Probabilistic Thinking

Last week, I finished Nate Silver’s book The Signal and the Noise. In the final chapter, he used research and anecdotes about the US counter-terrorism field to address the point that when forecasting future events, we have to be mindful of the “unknown unknowns”. The signals missed or not assigned enough importance in historical attacks like WWII’s Pearl Harbor and 9/11 are unknown unknowns because they were beyond the scope of imagination, and therefore no probability was even assigned to them. If the national security intelligence had considered the probability of these events, then lots of useful signals wouldn’t have passed by unattended, but instead would have been used to adjust the probability of these events, therefore leading to different outcomes.  Adopting probabilistic thinking and realizing there are unknown unknowns will be helpful in all fields of forecasting.

Homeland Memes

Silver’s take also reminds me of the portrayal of counter-terrorism in the hit drama Homeland (spoilers ahead). The show’s protagonist, CIA analyst Carrie Matheson, is often portrayed as a loose cannon who pursues leads that counter the conventional wisdom or are regarded as impossible by her peers. For example, she is the only person in the agency who even suspects that returning war hero Sgt. Brody could be turned by terrorists, based simply from a piece of intel she gathered from the field. Carrie refuses to discard her far-fetched theory and eventually builds enough evidence to demonstrate a realistic probability Brody really has been turned. For drama’s sake, Homeland often shows Carrie as overly emotional due to her bipolar personality, and characterizes her findings as “gut feelings” by quickly panning over the huge amount of data she has collected and the maps on her wall linking together random events. As an experienced 14-year analyst with rich field experience and so much data in her hand, her knowledge about the subject exceeds that of her peers, which allows her to reduce the unknown unknowns in her knowledge scope, and helps her perceive unlikely events as possible.

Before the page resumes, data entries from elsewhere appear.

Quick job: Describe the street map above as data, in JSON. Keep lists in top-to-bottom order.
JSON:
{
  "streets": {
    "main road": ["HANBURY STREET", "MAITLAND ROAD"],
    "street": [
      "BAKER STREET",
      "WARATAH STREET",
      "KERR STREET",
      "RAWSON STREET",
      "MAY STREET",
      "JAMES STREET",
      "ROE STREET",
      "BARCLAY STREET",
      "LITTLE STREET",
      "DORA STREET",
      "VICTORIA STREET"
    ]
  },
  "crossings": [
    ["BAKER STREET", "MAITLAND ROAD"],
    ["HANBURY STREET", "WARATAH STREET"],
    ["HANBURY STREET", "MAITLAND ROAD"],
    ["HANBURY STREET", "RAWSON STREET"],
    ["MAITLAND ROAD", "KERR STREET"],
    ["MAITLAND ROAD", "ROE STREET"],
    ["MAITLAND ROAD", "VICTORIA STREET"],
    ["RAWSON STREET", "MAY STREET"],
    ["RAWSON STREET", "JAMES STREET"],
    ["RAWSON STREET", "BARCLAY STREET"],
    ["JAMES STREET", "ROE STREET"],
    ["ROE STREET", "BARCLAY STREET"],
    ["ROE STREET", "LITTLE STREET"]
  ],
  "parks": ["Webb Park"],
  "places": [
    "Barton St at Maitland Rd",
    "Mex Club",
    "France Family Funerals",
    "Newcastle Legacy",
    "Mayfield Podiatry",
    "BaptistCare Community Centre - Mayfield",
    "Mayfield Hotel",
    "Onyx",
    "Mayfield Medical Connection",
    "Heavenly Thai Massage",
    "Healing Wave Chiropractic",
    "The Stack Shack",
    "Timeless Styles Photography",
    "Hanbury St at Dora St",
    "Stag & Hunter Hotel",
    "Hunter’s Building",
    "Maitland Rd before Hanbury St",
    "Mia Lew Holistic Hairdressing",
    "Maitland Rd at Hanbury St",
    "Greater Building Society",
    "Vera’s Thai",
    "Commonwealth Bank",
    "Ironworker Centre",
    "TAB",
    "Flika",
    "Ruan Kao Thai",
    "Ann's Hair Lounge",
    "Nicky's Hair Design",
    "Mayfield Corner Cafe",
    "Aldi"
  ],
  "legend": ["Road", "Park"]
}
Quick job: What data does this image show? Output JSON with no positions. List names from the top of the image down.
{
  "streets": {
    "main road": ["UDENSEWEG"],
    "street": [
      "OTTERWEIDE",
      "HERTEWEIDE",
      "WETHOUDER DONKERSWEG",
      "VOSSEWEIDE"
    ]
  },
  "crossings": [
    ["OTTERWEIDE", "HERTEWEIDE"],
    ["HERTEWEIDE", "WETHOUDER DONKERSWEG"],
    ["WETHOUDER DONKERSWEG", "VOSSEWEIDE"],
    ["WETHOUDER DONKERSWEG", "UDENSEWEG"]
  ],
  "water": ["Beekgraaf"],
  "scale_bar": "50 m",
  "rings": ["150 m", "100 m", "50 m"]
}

In statistics, there are measurements of central tendency, but what are also important are the variance in each data set, the outliers, the whales, which shouldn’t be ignored. Instead these factors should be properly considered and weighed in their context, and help reduce the number of unknown unknowns for us.

 

Before We Speak with Data

Last week, I began an online statistics class at the awesome online education site https://www.coursera.org/, which offers free classes from institutions around the globe. I highly recommend this site to anyone who is interested in learning things on their own. Coursera’s courses range from statistics to science to literature. The class I’m taking is taught by Professor Andrew Conway from Princeton University. It has helped me refresh my memory on statistics knowledge I learned way back in my undergraduate school, and it has also let me pick up new skills on using some data analysis tools like R.

At my work, I often need to look at data charts, build reliable business models, and glean consumer insights from the fluctuations in data trends. This course, like Nate Silver’s book, keeps me grounded on tried and true statistics fundamentals, and gives me a good framework when looking at the causal results from our own experimental research and product AB tests.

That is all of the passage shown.